* Required action: Check each line of the records below for the word "data" and copy those where it appears.

* Records shown:
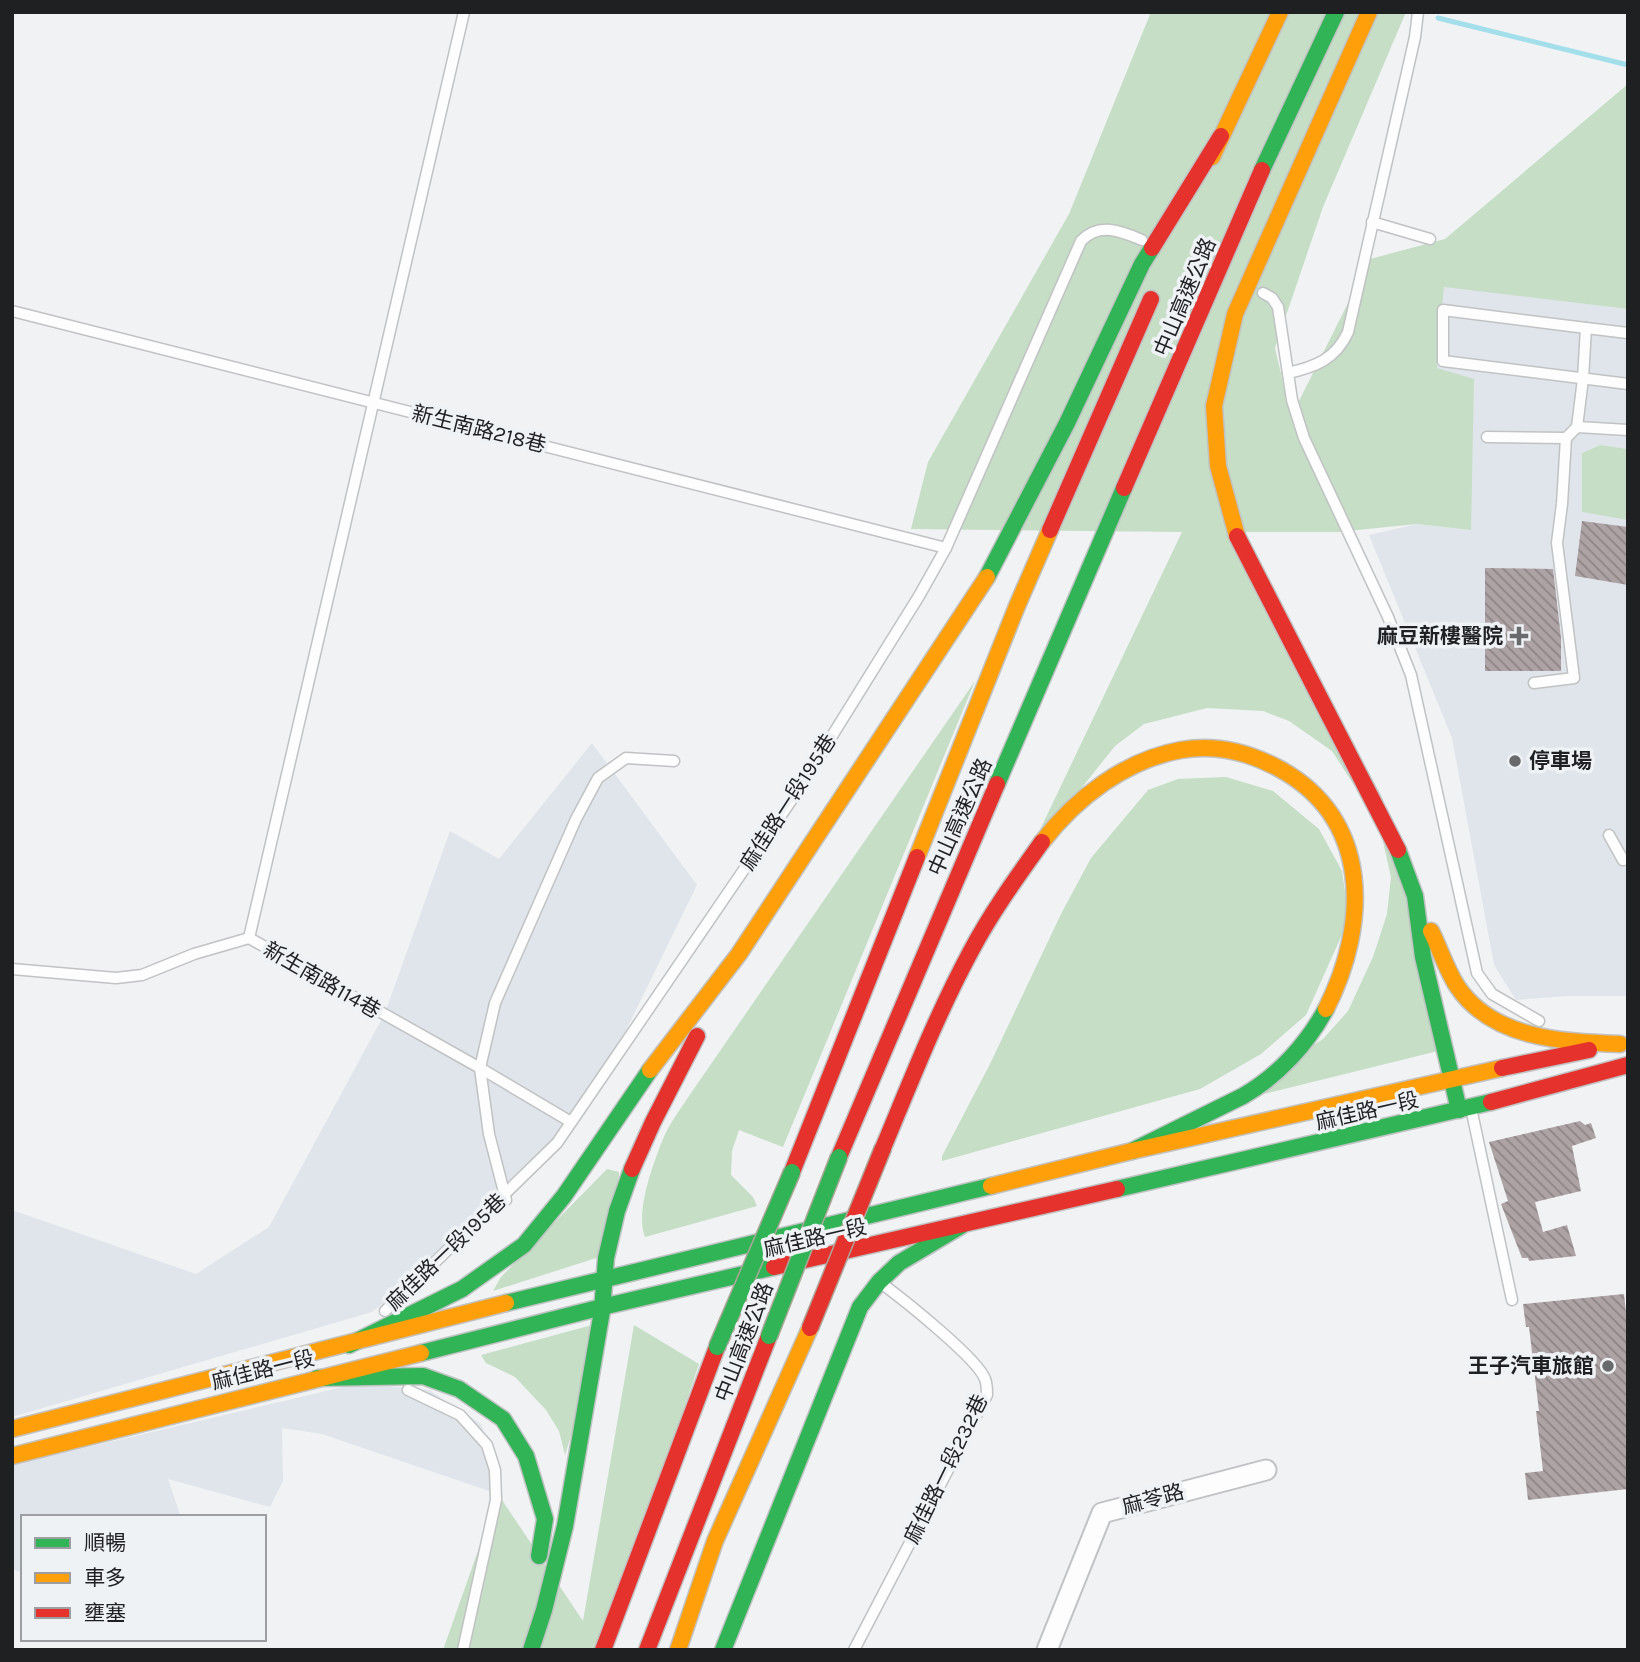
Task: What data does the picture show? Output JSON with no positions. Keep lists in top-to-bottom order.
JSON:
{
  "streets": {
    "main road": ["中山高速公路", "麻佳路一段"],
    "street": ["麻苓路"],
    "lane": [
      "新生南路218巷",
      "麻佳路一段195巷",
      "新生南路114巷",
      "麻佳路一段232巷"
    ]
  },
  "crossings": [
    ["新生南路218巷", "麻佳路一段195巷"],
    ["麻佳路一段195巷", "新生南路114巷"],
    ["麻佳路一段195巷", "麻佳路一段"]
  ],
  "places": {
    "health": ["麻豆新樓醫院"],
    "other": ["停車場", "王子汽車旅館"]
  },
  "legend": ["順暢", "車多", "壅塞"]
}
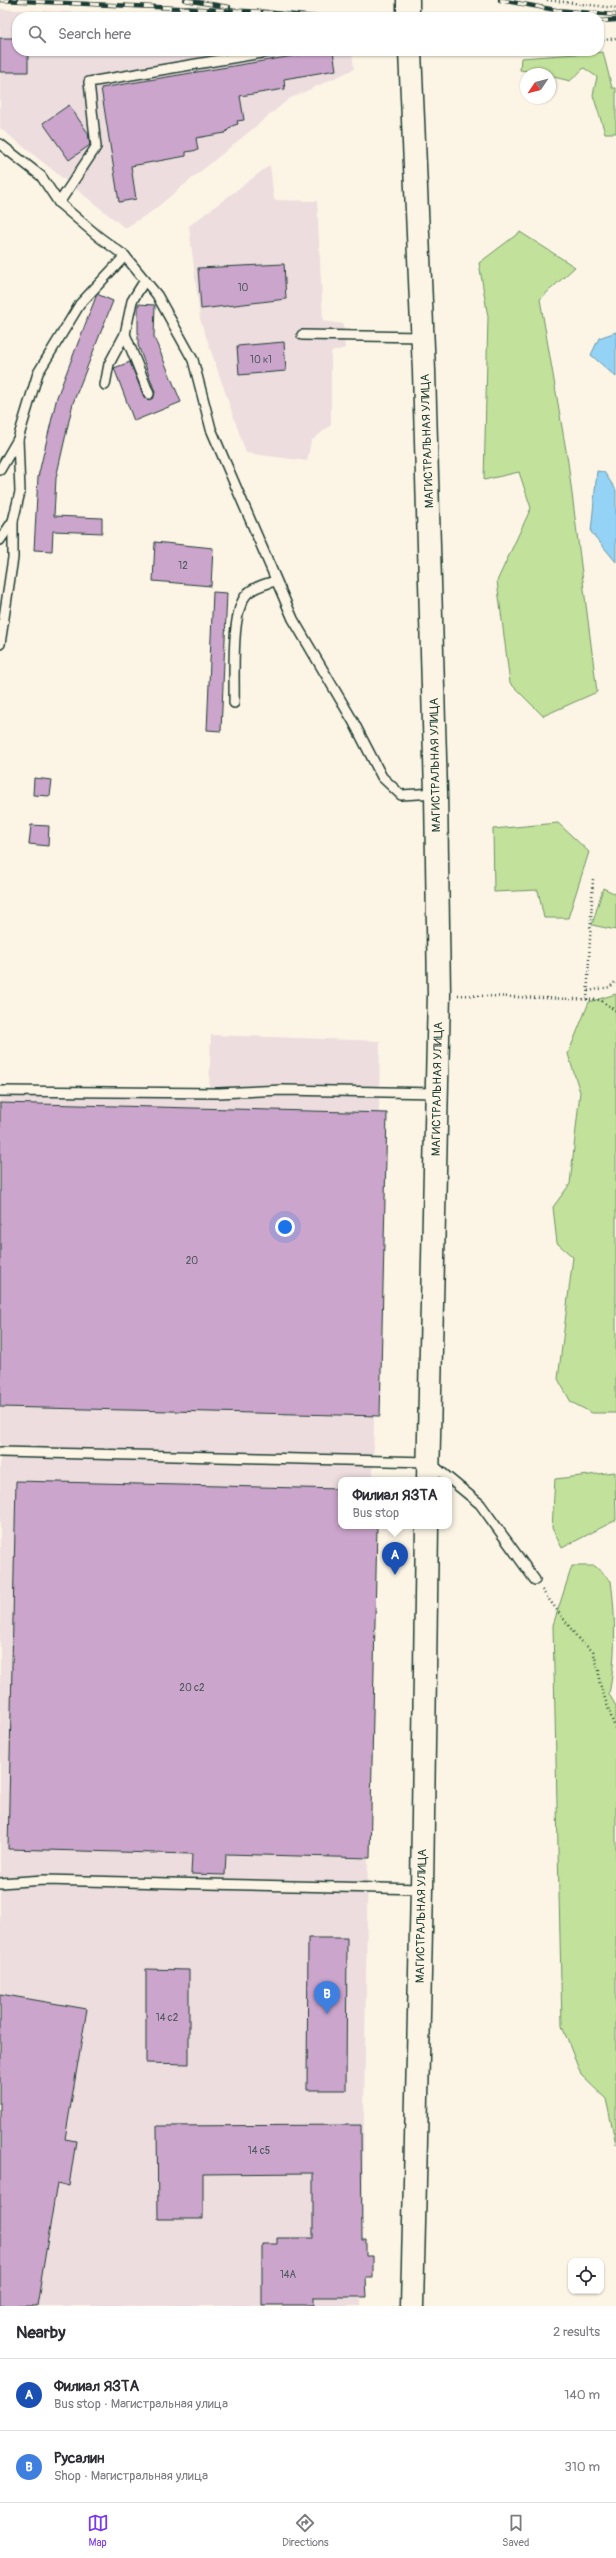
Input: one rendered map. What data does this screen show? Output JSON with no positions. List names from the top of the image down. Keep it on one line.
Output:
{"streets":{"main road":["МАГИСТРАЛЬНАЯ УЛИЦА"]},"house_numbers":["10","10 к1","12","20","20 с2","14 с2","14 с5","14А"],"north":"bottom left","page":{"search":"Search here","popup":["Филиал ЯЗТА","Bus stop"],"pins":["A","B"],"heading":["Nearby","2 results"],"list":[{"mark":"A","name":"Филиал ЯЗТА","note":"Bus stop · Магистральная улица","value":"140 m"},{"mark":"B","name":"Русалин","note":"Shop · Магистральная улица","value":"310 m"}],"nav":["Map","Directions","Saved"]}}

* Task result:
Task: What data does the picture show? Output JSON with no positions. Keep lists in top-to-bottom order.
Input: one rendered map. What data does this screen show? Output JSON with no positions. List names from the top of the image down. Keep it on one line.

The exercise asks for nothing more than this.